Robust Tverberg and colorful Carath\'eodory results via random choice

TL;DR

This paper employs probabilistic methods to establish robust versions of the colorful Carathéodory and Tverberg theorems, providing bounds on the minimum number of points needed for intersection properties resilient to point removal.

Contribution

It introduces new bounds for Tverberg-type theorems with tolerance, extending to colorful and Reay-type variants using probabilistic techniques.

Findings

Bound N=rt+O(√t) for intersection after removing t points

Results extend to colorful Tverberg and Reay-type theorems

Bounds are polynomial in parameters for fixed r,d

Abstract

We use the probabilistic method to obtain versions of the colorful Carath\'eodory theorem and Tverberg's theorem with tolerance.

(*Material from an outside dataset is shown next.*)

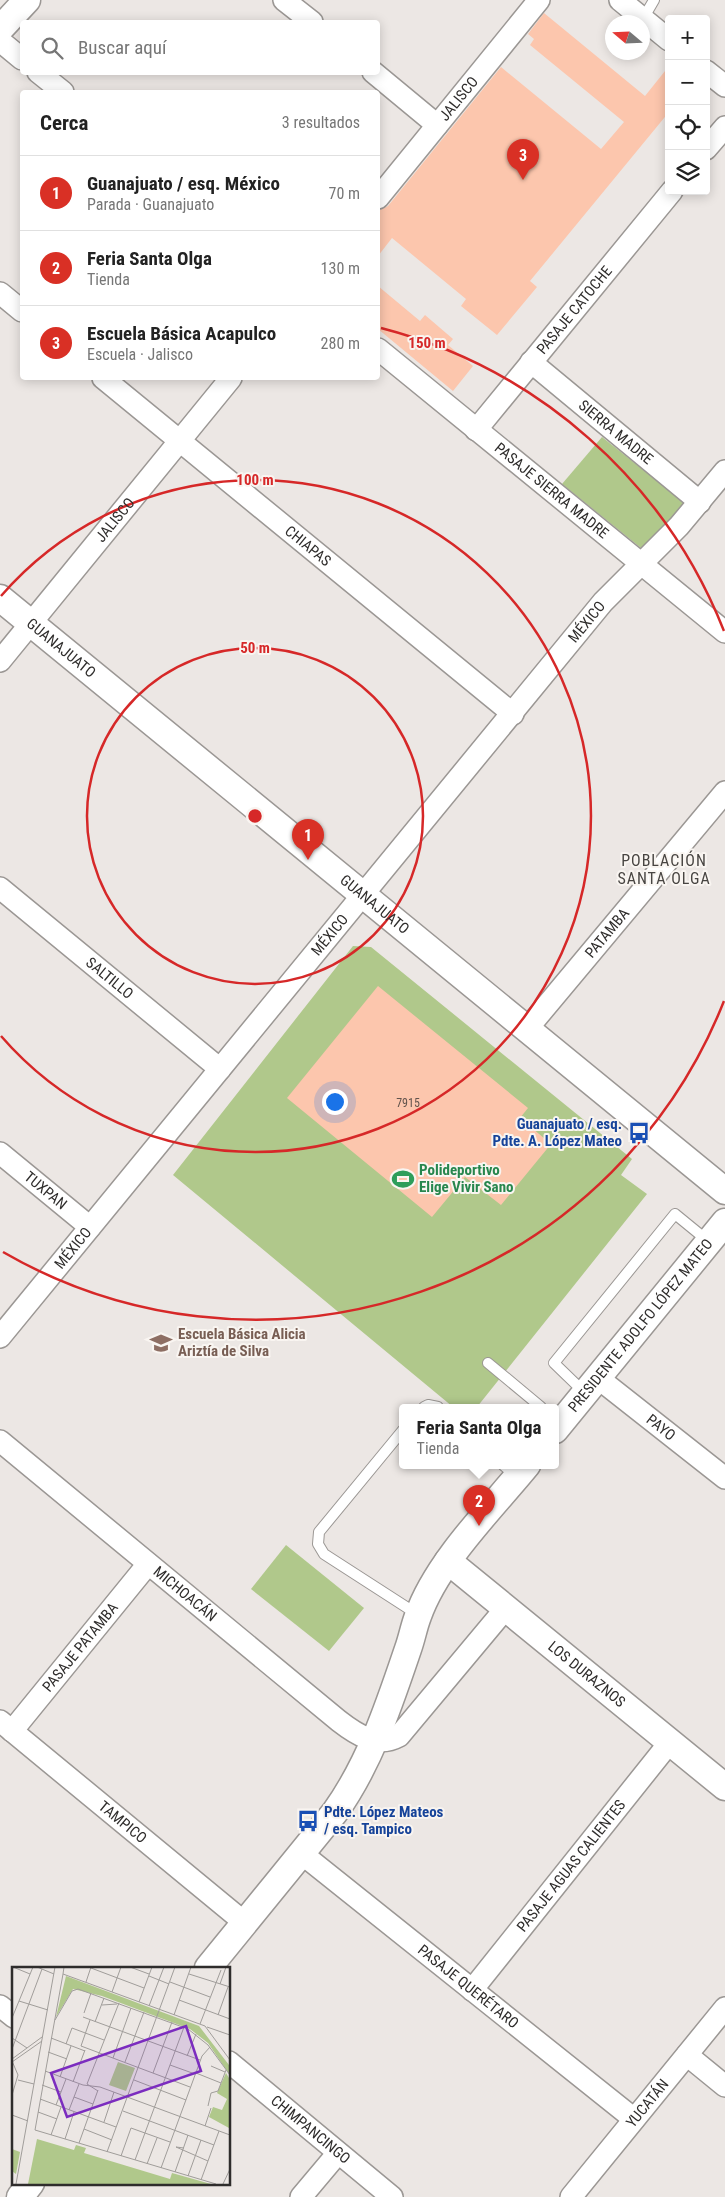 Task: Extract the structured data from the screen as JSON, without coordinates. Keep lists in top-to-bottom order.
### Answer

In particular, we give bounds for the smallest integer $N=N(t,d,r)$ such that for any $N$ points in $R^d$, there is a partition of them into $r$ parts for which the following condition holds: after removing any $t$ points from the set, the convex hulls of what is left in each part intersect. We prove the bound $N=rt+O(\sqrt{t})$ for fixed $r,d$ which is polynomial in each parameters. Our bounds extend to colorful versions of Tverberg's theorem, as well as Reay-type variations of this theorem.